Saved entries:
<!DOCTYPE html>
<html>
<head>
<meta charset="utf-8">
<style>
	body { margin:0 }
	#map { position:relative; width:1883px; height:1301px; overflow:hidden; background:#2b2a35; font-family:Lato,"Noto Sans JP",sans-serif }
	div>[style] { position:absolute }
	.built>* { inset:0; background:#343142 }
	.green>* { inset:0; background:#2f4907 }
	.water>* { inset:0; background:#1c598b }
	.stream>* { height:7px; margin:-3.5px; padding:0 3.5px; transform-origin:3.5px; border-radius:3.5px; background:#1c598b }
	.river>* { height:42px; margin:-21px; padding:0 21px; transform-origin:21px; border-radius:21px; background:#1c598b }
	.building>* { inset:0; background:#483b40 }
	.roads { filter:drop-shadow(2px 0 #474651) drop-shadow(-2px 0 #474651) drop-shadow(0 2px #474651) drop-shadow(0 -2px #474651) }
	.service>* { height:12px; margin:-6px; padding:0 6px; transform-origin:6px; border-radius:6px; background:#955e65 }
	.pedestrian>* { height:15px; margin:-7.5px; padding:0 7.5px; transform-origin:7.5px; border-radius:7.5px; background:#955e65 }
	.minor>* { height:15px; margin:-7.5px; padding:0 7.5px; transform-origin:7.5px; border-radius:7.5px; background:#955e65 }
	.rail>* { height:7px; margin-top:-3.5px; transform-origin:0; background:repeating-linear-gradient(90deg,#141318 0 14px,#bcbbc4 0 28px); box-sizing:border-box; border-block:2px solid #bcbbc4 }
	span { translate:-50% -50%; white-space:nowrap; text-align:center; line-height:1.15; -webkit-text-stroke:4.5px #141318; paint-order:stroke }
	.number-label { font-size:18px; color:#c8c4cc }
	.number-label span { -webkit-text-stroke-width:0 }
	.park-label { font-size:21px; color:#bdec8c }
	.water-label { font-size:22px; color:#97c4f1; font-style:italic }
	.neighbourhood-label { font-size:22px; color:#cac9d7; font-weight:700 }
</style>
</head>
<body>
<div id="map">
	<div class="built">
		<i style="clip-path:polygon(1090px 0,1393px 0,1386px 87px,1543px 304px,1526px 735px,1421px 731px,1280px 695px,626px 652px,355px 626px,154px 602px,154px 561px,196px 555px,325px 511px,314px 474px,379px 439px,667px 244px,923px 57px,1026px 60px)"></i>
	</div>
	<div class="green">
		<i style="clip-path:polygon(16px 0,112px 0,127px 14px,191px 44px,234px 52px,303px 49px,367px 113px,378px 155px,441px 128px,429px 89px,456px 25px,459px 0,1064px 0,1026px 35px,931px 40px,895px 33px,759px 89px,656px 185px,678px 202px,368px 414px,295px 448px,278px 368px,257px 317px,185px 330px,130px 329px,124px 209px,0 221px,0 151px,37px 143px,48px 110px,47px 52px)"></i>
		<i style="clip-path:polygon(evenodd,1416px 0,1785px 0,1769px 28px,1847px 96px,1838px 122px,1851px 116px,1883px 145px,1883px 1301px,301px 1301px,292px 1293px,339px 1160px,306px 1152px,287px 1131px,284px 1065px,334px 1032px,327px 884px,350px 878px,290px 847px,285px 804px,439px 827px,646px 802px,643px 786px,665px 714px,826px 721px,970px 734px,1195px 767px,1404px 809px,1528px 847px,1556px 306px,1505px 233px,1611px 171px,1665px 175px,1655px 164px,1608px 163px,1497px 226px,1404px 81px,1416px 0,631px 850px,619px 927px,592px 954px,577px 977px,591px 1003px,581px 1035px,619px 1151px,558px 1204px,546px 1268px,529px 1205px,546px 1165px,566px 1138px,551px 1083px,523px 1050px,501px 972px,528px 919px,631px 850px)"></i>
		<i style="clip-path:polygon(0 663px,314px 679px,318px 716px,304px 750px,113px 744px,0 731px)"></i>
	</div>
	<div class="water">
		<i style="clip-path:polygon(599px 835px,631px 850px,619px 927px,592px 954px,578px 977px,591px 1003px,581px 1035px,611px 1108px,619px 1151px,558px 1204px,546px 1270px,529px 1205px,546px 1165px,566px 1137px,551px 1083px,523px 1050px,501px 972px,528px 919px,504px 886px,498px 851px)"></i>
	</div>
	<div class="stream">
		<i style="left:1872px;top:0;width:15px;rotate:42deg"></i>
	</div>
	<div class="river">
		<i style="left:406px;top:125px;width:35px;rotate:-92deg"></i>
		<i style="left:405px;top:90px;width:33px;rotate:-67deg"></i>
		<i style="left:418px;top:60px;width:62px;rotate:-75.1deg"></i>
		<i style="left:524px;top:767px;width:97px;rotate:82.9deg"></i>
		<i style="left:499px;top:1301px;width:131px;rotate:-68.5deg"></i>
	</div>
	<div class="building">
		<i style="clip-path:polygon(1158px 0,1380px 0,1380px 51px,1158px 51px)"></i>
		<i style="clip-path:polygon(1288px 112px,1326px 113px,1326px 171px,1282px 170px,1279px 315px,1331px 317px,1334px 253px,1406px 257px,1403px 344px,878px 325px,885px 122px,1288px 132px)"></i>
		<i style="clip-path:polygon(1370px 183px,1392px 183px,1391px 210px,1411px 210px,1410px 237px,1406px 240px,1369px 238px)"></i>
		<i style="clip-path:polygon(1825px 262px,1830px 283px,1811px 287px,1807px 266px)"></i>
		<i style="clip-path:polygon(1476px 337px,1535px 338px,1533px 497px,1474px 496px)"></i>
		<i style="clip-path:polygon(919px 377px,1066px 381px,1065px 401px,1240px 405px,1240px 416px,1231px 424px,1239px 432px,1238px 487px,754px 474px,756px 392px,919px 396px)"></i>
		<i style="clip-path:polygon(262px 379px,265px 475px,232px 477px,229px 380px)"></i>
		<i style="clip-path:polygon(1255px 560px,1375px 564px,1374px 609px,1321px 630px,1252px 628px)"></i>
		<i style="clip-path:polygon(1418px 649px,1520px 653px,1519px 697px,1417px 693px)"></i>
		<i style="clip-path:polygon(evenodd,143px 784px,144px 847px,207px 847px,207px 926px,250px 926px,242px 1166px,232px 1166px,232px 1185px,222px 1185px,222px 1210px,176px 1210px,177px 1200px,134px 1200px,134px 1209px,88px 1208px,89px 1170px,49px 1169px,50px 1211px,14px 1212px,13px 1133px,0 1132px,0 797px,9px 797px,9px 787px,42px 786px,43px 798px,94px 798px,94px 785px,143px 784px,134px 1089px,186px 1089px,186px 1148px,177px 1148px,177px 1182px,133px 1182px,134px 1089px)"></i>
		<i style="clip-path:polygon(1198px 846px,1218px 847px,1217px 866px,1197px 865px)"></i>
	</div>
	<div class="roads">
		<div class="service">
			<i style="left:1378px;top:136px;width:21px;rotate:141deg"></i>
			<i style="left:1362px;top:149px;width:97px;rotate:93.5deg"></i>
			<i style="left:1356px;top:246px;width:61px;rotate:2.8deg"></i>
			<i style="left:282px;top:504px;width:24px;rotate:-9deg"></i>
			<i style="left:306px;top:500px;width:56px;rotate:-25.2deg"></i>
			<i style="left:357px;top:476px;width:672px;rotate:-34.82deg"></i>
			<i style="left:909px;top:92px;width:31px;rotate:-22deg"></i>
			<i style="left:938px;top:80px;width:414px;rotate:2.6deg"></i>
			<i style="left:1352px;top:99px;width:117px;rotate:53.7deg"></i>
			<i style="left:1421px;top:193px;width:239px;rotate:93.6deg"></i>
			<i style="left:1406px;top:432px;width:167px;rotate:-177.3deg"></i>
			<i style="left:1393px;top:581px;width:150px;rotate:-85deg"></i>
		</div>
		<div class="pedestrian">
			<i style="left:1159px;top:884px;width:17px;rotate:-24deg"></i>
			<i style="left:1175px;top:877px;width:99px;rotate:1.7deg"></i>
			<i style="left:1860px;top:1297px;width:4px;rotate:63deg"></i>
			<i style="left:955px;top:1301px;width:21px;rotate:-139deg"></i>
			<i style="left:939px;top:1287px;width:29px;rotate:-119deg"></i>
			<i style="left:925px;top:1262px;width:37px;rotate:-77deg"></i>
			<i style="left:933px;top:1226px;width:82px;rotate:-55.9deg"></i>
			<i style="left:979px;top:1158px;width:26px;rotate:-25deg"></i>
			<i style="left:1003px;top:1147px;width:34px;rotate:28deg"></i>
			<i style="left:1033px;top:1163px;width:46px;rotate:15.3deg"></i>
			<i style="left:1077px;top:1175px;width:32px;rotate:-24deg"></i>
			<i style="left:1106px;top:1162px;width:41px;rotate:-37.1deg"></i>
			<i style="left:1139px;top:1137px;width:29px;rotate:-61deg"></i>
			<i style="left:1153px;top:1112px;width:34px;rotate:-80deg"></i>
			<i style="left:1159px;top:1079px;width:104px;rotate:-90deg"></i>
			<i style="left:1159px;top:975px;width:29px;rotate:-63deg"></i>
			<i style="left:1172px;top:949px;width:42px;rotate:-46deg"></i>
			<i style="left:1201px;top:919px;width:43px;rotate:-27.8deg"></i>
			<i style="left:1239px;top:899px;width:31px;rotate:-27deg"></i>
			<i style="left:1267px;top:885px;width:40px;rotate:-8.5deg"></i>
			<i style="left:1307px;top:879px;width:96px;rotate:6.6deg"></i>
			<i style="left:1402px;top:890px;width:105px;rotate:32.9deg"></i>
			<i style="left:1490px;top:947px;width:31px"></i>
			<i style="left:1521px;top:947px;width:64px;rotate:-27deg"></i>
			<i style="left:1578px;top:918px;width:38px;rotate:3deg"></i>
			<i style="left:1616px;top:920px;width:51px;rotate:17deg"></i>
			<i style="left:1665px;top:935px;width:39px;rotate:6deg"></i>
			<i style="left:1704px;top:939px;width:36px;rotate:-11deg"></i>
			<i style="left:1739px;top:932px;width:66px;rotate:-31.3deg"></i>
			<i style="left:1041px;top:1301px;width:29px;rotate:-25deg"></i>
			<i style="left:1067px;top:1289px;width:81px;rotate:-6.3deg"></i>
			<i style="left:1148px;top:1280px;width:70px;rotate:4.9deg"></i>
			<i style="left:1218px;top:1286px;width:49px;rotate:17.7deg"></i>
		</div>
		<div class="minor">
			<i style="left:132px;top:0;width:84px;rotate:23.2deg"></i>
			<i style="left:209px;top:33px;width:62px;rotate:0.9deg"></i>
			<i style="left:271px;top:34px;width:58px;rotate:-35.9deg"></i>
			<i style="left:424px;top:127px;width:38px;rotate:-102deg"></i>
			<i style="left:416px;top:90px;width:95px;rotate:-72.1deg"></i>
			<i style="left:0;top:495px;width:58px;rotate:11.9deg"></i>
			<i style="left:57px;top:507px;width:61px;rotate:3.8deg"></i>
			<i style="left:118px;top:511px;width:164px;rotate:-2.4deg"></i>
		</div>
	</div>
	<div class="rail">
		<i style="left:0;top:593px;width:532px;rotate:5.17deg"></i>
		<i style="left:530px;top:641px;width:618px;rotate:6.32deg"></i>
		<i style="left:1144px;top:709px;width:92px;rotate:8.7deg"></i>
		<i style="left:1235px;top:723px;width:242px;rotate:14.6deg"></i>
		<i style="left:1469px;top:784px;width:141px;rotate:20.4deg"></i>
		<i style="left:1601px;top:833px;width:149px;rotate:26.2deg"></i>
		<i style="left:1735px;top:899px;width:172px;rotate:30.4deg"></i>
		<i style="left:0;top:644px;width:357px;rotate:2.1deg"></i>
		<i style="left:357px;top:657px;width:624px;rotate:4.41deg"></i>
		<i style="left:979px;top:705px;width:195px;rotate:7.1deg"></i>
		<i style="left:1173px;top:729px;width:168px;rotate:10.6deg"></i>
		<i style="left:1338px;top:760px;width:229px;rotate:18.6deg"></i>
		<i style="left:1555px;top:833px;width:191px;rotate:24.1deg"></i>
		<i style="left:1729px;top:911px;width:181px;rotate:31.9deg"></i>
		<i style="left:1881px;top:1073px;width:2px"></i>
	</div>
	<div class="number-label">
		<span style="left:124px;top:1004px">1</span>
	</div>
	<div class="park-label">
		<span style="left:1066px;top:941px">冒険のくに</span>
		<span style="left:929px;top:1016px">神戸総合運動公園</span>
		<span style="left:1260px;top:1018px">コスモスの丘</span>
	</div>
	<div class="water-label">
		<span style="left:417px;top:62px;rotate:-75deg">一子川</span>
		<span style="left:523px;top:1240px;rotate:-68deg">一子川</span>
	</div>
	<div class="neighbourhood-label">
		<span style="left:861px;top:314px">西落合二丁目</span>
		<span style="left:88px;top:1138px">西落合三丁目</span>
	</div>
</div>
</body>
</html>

▸ **Exercise**: Only a number is wanted here: how many lines of the records above include the string "service"?

▸ **Finished task**: 2